Stored data
>>

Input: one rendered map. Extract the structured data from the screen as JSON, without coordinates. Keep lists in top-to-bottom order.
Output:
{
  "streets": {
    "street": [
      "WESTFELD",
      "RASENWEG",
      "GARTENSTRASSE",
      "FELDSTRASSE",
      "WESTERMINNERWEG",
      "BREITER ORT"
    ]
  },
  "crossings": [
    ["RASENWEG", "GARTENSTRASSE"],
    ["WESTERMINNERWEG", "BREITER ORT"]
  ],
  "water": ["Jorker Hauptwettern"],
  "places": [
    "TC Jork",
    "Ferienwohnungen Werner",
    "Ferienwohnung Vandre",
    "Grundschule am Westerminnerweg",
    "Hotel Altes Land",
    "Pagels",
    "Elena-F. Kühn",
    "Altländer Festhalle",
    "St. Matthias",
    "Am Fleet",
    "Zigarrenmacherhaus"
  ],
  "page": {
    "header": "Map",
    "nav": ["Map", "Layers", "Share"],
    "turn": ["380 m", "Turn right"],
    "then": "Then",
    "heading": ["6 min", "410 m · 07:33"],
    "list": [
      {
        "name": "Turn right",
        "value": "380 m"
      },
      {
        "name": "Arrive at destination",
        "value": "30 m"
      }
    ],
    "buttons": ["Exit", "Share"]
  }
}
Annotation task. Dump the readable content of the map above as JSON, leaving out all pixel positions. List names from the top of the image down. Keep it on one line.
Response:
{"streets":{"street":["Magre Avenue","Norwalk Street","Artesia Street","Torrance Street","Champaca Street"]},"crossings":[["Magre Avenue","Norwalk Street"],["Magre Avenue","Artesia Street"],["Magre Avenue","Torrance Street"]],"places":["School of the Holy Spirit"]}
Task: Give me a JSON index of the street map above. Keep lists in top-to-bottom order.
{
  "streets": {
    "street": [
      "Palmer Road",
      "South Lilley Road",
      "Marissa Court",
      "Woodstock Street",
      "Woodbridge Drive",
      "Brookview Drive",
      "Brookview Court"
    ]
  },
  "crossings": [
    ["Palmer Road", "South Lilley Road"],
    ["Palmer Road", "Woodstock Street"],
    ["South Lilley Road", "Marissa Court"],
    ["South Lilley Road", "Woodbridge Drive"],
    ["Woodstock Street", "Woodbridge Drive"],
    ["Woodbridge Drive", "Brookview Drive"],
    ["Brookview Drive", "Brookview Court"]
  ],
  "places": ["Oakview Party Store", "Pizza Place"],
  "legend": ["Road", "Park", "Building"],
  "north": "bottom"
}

<<

What needs to be done
Wherever a line in the data above holds the word "from", copy that line.

Written response
Input: one rendered map. Extract the structured data from the screen as JSON, without coordinates. Keep lists in top-to-bottom order.
Annotation task. Dump the readable content of the map above as JSON, leaving out all pixel positions. List names from the top of the image down. Keep it on one line.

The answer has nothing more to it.